Se não inserirmos o componente espiritual para além do religioso na nossa diversidade, a tendência é que a gente caia nos mesmos vícios de divisão, gritando ‘nós ou eles’, ‘você não presta, eu presto’, ‘a minha verdade é melhor do que a sua’, etc. Infelizmente, dentro do sofrimento há crescimento e acredito que, depois de tanta dor nos últimos anos, possamos viver um período de renovação, entendimento e, talvez, tenhamos uma sociedade capaz de olhar para este filme com suas mensagens universais.  

“Nosso Lar 2” mostra como somos vítimas e algozes de nós mesmos, que somos responsáveis pelos nossos atos, o Deus de um é o Deus de outro e como isso impacta nas relações sociais.

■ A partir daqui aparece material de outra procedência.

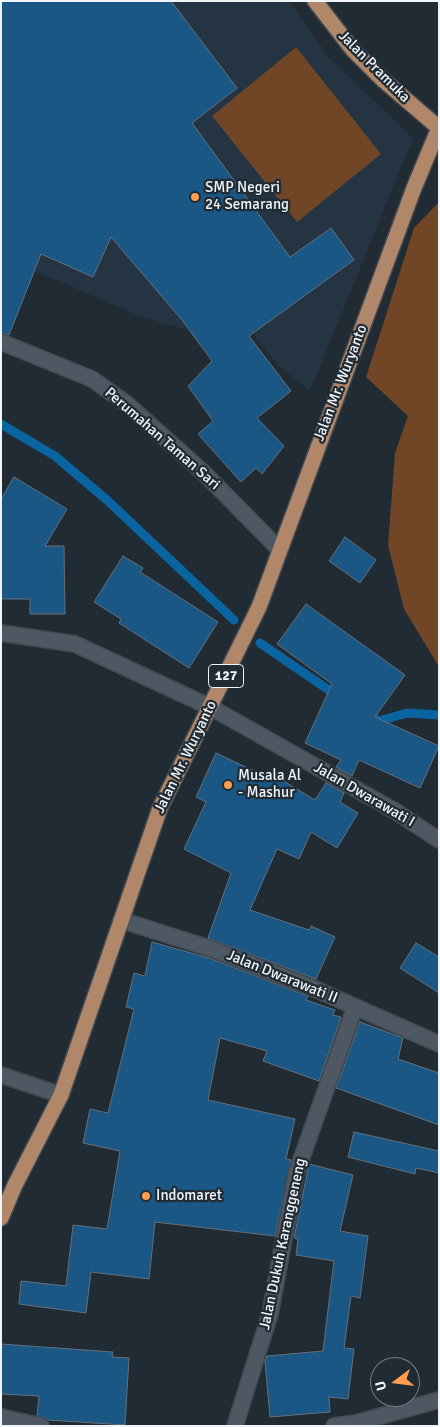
<!DOCTYPE html>
<html>
<head>
<meta charset="utf-8">
<style>
	body { margin:0 }
	#map { position:relative; width:440px; height:1427px; overflow:hidden; background:#212b34; font-family:Signika,sans-serif }
	canvas { display:block }
	.frame { position:absolute; inset:0; border:2px solid #eff5fb; pointer-events:none }
	.north { position:absolute; left:370px; top:1357px; width:50px; height:50px; box-sizing:border-box; background:#212b34; border:1px solid #737c84; border-radius:50%; rotate:255deg; font-size:14px; font-weight:700; line-height:20px; text-align:center; color:#eff5fb }
	.north::after { content:''; display:block; margin:auto; width:18px; height:22px; background:#fc9d52; clip-path:polygon(50% 0,100% 100%,50% 72%,0 100%) }
</style>
</head>
<body>
<div id="map">
<canvas width="440" height="1427"></canvas>
<div class="frame"></div>
<div class="north">U</div>
</div>
<script>
const ctx = document.querySelector('canvas').getContext('2d');
ctx.lineJoin = 'round';
function paint(path, color) { ctx.fillStyle = color; ctx.fill(path, 'evenodd'); }
const shape = rows => new Path2D(rows.map(r => 'M' + r).join(''));
function strokePath(path, color, width, dash) { ctx.strokeStyle = color; ctx.lineWidth = width; ctx.lineCap = dash ? 'butt' : 'round'; ctx.setLineDash(dash || []); ctx.stroke(path); }
function label(font, color, halo, rows, align = 'center') {
  ctx.font = font + ' Signika,sans-serif'; ctx.lineWidth = 4.5; ctx.setLineDash([]); ctx.textBaseline = 'middle'; ctx.strokeStyle = halo; ctx.fillStyle = color; for (const [text, x, y, turn = 0] of rows) {
    ctx.save(); ctx.translate(x, y); ctx.rotate((+turn || 0) * Math.PI / 180); ctx.textAlign = isNaN(turn) ? turn : align; if (halo) ctx.strokeText(text, 0, 0); ctx.fillText(text, 0, 0); ctx.restore();
  }
}
paint(shape([
	[1,1,290,1,330,59,413,138,310,391,278,365,230,304,217,308,184,329,137,315,1,256]
]), '#253442');
paint(shape([
	[296,47,381,154,297,222,212,116],
	[439,202,439,667,404,609,388,545,395,453,408,416,366,377,414,228]
]), '#704626');
strokePath(shape([
	[1,424,55,456,107,500,234,620],
	[260,643,339,697],
	[371,717,379,721,407,713,439,715]
]), '#0a64a0', 9);
const building = shape([
	[1,1,171,1,237,88,192,123,290,257,331,228,354,260,249,336,291,391,257,418,284,446,262,474,256,468,241,482,198,434,213,421,188,386,212,361,182,320,111,237,93,277,41,254,9,335,1,333,1,1],
	[14,477,67,509,45,546,64,546,65,614,30,614,30,599,1,599,1,499,14,477],
	[345,537,376,560,360,583,329,561,345,537],
	[123,556,143,568,140,572,218,622,189,668,119,623,121,619,94,602,123,556],
	[306,604,405,675,375,717,439,746,420,788,359,760,352,776,336,767,341,760,305,743,332,684,277,644,306,604],
	[216,753,269,778,272,774,315,800,326,783,344,793,340,802,358,813,337,848,311,832,299,859,277,849,250,910,309,930,311,926,335,937,316,979,208,938,231,873,184,849,206,802,196,797,216,753],
	[152,942,209,958,308,996,306,1000,335,1010,333,1015,341,1017,319,1081,263,1061,267,1051,220,1038,208,1100,295,1119,286,1159,291,1160,275,1236,155,1222,149,1279,91,1272,86,1313,19,1304,21,1281,66,1286,73,1225,107,1229,120,1151,83,1143,90,1109,108,1113,134,1009,126,1007,134,973,145,976,152,942],
	[416,943,439,957,439,993,400,968,416,943],
	[360,1022,403,1038,398,1059,439,1073,439,1125,336,1088,360,1022],
	[354,1132,439,1151,439,1173,416,1168,415,1174,348,1157,354,1132],
	[309,1164,353,1175,340,1231,368,1236,360,1298,351,1296,344,1348,354,1349,348,1399,329,1397,330,1412,270,1417,265,1362,267,1356,323,1351,334,1261,296,1255,298,1239,294,1238,309,1164],
	[1,1344,113,1352,112,1357,129,1358,125,1425,48,1420,37,1416,39,1396,1,1394,1,1344]
]);
paint(building, '#1a5785');
strokePath(building, '#65707a', 1);
const minor = shape([
	[1,342,92,379,127,404,205,474,279,549],
	[1,633,75,644,210,707,395,811,439,840],
	[121,920,212,949,315,989,439,1044],
	[1,1075,61,1095],
	[1,1417,41,1426],
	[235,1426,270,1314,296,1174,355,1007],
	[334,1426,356,1423,439,1400]
]);
const major = shape([
	[315,1,353,50,382,79,439,128],
	[1,1218,14,1187,61,1095,160,808,259,607,414,188,439,128]
]);
strokePath(minor, '#414951', 18);
strokePath(major, '#414951', 18);
strokePath(minor, '#4d5862', 15);
strokePath(major, '#b18769', 15);
for (const [x, y, r, color] of [
	[195,197,5,"#fc9d52"],
	[228,785,5,"#fc9d52"],
	[146,1196,5,"#fc9d52"]
]) { const dot = new Path2D(); dot.arc(x, y, r, 0, 2 * Math.PI); ctx.fillStyle = color; ctx.fill(dot); strokePath(dot, '#212b34', 2); }
for (const [x, y, w] of [
	[226,676,35]
]) { const box = new Path2D(); box.roundRect(x - w / 2, y - 11.5, w, 23, 4); ctx.fillStyle = '#212b34'; ctx.fill(box); strokePath(box, '#eff5fb', 1); }
label('bold 14px', '#eff5fb', null, [
	["127",226,676]
]);
label('15px', '#eff5fb', '#212b34', [
	["Jalan Pramuka",374,67,45],
	["Jalan Mr. Wuryanto",341,383,-69],
	["Perumahan Taman Sari",162,439,41],
	["Jalan Mr. Wuryanto",186,757,-64],
	["Jalan Dwarawati I",364,795,30],
	["Jalan Dwarawati II",282,977,22],
	["Jalan Dukuh Karanggeneng",283,1244,-78]
]);
label('15px', '#eff5fb', '#212b34', [
	["SMP Negeri",205,188],
	["24 Semarang",205,205],
	["Musala Al",238,776],
	["- Mashur",238,793],
	["Indomaret",156,1196]
], 'left');
</script>
</body>
</html>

Se o cinema puder ajudar a refletir questões existenciais, como por exemplo quem eu sou no mundo, já é um bom caminho.  

Um filme é filho de seu tempo e, por isso, acho que há sentido da continuação ser lançada agora e não em 2011. O subtexto de que somos e morreremos todos iguais está presente em “Nosso Lar 2”, mas, claro que existem sim diferenças e devemos respeitá-las.  

Aprendo muito com o público nos cinemas: até hoje, recebo mensagens de pessoas tocadas pelo filme original. A espiritualidade sem sectarismo ou proselitismo é algo que gosto de explorar nos meus trabalhos. Considero um tema fundamental a ser explorado e, caso estas obras ajudem a fazer pessoas melhores e colaborar para uma melhor convivência social, será algo muito bom.